I know the pain you are in. Do you have hobbies? Is there something you've always wanted to do? Now's the time.


----------



## AllyM (Aug 2, 2011)

I feel a lot like you do. The loneliness scares the hell out of me. I think that's why I haven't made the ultimate decision to get a divorce (separated for a year). Im scared to death both of being alone and not being able to afford living on my own. Sometimes its enough to make me just say forget it and have him move back in then I get afraid of getting back together because he hasn't changed at all. Its a nightmare which is why I get comfort in reading everyones post here. I hope you start feeling better soon.


----------



## sprinter (Jul 25, 2011)

Are you two talking? If so you should be in counseling. If you think there's a chance of saving your marriage I highly suggest it.


----------



## upset/confused (Jul 26, 2011)

When the walls seem to be closing, I have started a load of laundry, went outside to pick the weeds, went for a 2 mile walk, went to the grocery store maybe just to look at stuff and only buy an apple and go to the library. I go there at least every other day. I know they are tired of seeing me. Also I just started going to church. I am not a spiritual person, but I find comfort there.


----------



## justabovewater (Jun 26, 2011)

Thanks for the replies. Sometimes it just helps to know (even though I do know) that others a feeling the same way. AllyM, I understand EXACTLY what you are saying. Even though I wasn't the one to initiate the separation/divorce, now that we are separated having him comes back scares me because I feel like we'll just go back to the way things were, but the thought of being alone scares the heck out of me too. I have found though that if I don't dwell on the futuer and the thought of being alone and try to stay in the moment and keep myself busy, even if it is just like Upset/Confused mentioned to put in a load of laundry or some other busy work, it's not so overwhelming. Part of me wants him back so bad and then part of me believes we are where we are because we're not supposed to be together. All the emotions are very confusing still (It's been 55 days since he asked for a divorce and 19 since he left). Sprinter, we are still talking, like civil adults if you can believe it. He drops by often if he see's us out front. He'll stop and talk for a few minutes, the other night he saw me pulling weeeds and stopped to help. I think he mainly wants to visit with the kids (15 and 18) as we don't have a separation agreement put together and probably wont address "visitation" because of daughter leaving for college in a week and son being the age he is. Also, with husband living just a few houses down it seems kind of pointless to have a set schedule (son probably wouldn't adhere to it anyway being that dad lives in the neighborhood. I've asked him about counseling in the past, but he's not game. I think he's done with the marriage.


----------



## justabovewater (Jun 26, 2011)

sorry for the bad punctuation and spelling errors. trying to type these entries on the fly (at work)!


----------



## upset/confused (Jul 26, 2011)

@Justabovewater. I hear you loud and clear. I am very close to your emotional stage as it has been 5 weeks since the word and 3 since he moved out. 

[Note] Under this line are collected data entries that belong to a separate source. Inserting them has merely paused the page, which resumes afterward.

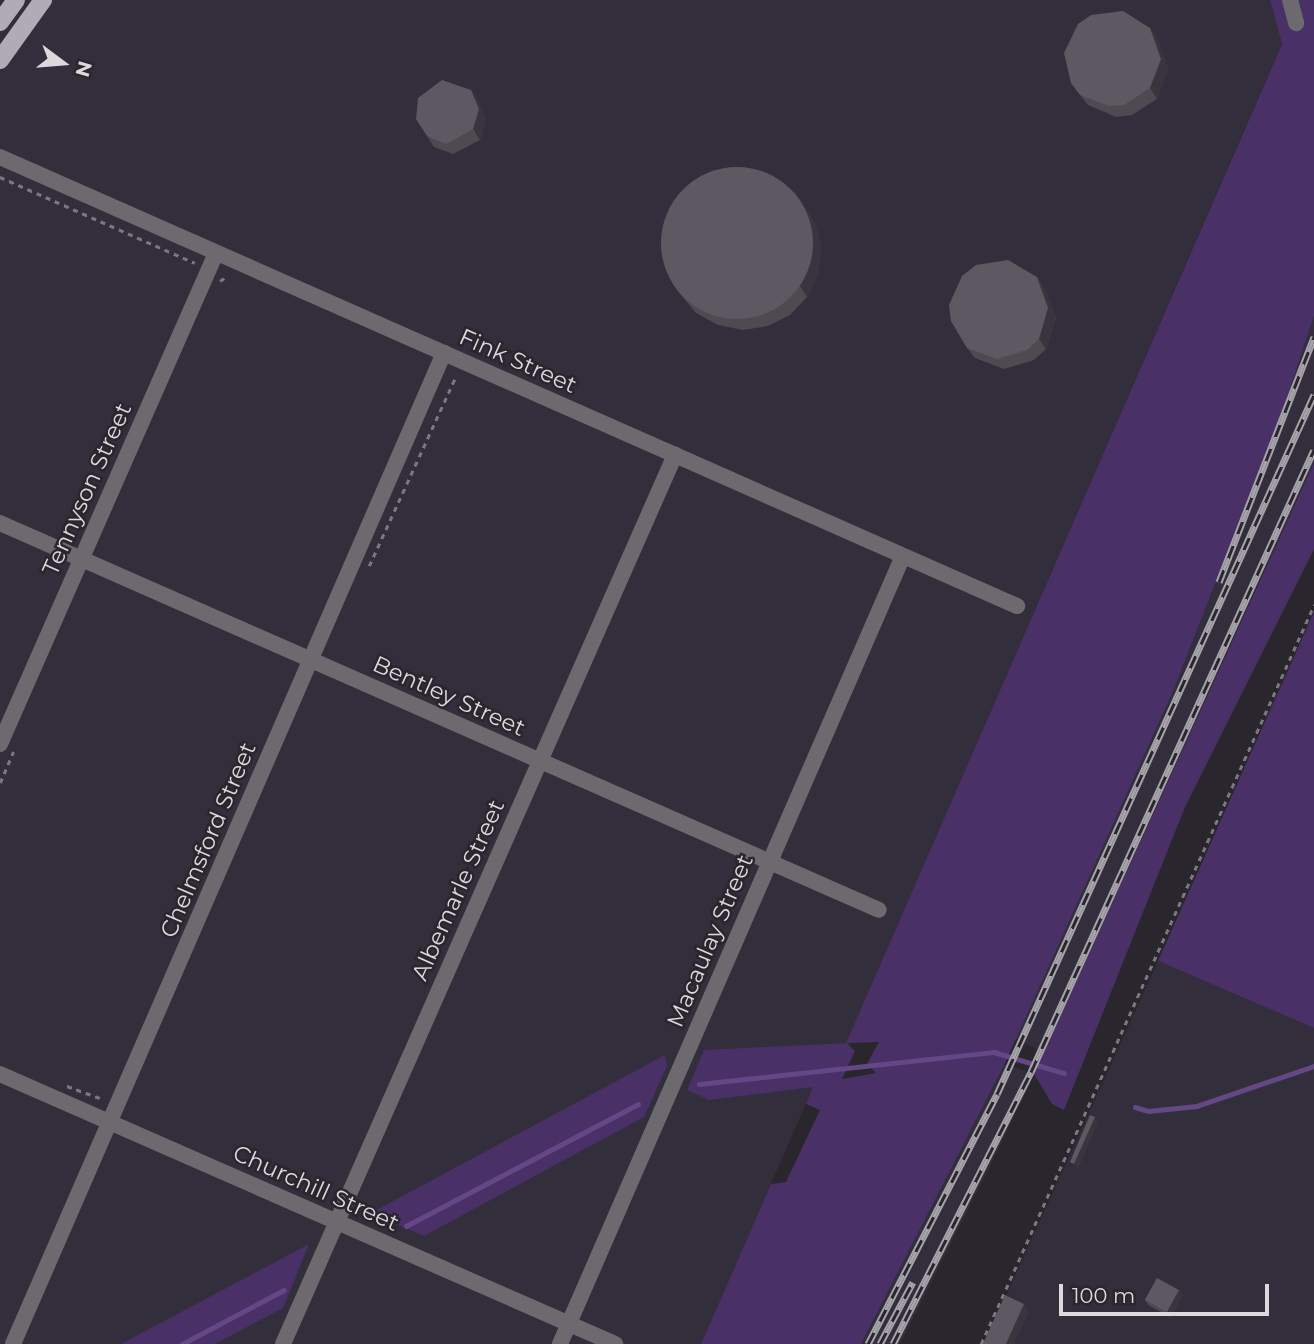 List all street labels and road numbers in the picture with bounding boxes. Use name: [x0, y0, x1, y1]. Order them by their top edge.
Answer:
street label: Fink Street: [455, 323, 581, 399]
street label: Tennyson Street: [37, 399, 137, 579]
street label: Bentley Street: [368, 650, 530, 742]
street label: Chelmsford Street: [154, 738, 262, 942]
street label: Albemarle Street: [406, 795, 510, 985]
street label: Macaulay Street: [661, 851, 759, 1031]
street label: Churchill Street: [229, 1139, 403, 1237] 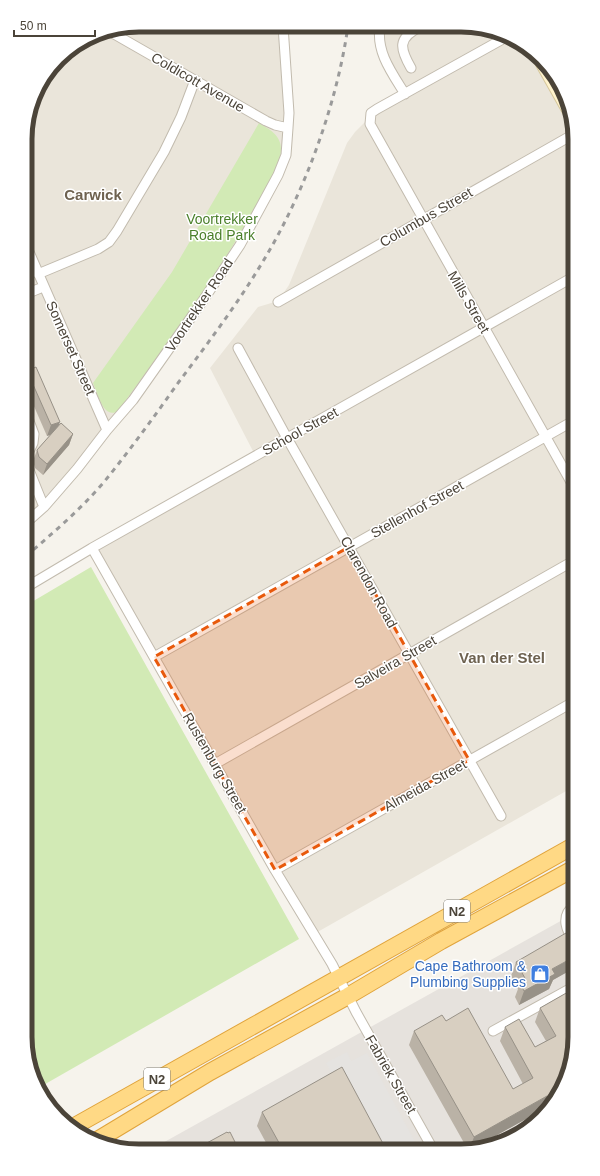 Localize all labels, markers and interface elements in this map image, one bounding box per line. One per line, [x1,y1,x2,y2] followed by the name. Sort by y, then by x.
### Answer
[14,12,95,38] scale bar
[20,19,47,33] text: 50 m
[149,49,248,115] street label: Coldicott Avenue
[377,184,475,250] street label: Columbus Street
[64,186,122,203] district label: Carwick
[186,211,258,243] park label: Voortrekker Road Park
[162,255,236,355] street label: Voortrekker Road
[445,268,493,336] street label: Mills Street
[43,299,99,398] street label: Somerset Street
[259,404,341,458] street label: School Street
[368,477,466,541] street label: Stellenhof Street
[337,534,401,630] street label: Clarendon Road
[351,632,439,692] street label: Salveira Street
[459,649,545,666] district label: Van der Stel
[180,710,250,816] street label: Rustenburg Street
[381,756,469,814] street label: Almeida Street
[444,900,470,922] road number: N2
[410,958,527,990] place label: Cape Bathroom & Plumbing Supplies
[529,963,551,985] shop icon: Cape Bathroom & Plumbing Supplies
[362,1032,420,1116] street label: Fabriek Street
[144,1068,170,1090] road number: N2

I wish he would attempt anything, counseling, some real work not just the time away to explore his other option.

We are about to move half way around the world from him. Not so easy to see your kids and talk about anything at that point.

I bought a separation kit and gave it to him, since we hasnt done anything towards getting us off this island. I do believe I will have to do all the work for what he wants. How fitting is that? He just doesnt want to think about it; just wants to over.

I am still searching for those perfect words to tell myself everyday to make myself a little stronger...I havent quite found them.

But dumb busy work stuff at least breaks the cycle even if only for a few minutes--at least for me


----------



## BooBoo (Aug 11, 2011)

Hi Just Above Water,
I can empathize with your feeling of being alone; it scares me too to think of having no one.
My husband and I are still together, but he BEGS me to leave because he is so unhappy. I know a lot of his unhappiness has to do with me and the decisions, or lack there of, I have made. I really just want him to be happy and I cannot do it. My past mistakes keep coming up in everything I do, and I am realizing no matter what, that they never will go away. I hate to say that, since I really do try to always have hope in my heart.

Just hang in there and know you are not alone. I don't know if you are a person of faith, but my only solace is knowing that I can always talk with God. Some people may think I'm crazy, but the spirit is always listening and it can give you some peace and help to sort things out.
God Bless -- -You are in my prayers.


----------



## justabovewater (Jun 26, 2011)

I'm in the same situation. I have a feeling if I want to get this over with that I'm going to have to do all the work. Right now I am refusing. This is his baby. As far as I'm concerned, we'll just bumble along like we have been, life is still the same, he just doesn't live here anymore. All of our money is still together in the joint checking account so that I can pay the bills. Until he makes a move, that's how it will stay. We have nothing else to split up. He doesn't want the house, doesn't want me to sell the house. Wants us to stay here until son is out of school. Doesn't want any equity in the house when it is time to sell it, just wants out of the marriage...and a couple of knives of his. I'm trying to raise some money to get a separation agreement together so that he can't go back on his word about the house. I've never seen a do it yourself kit, where did you get that?


----------



## upset/confused (Jul 26, 2011)

Hi Justabove water...I searched the internet and this was one of the cheapest I could find. The others were between $150-300, so I thought I would take my chances and do most of the work. I will send it to you in a private message so that I dont break any rules here.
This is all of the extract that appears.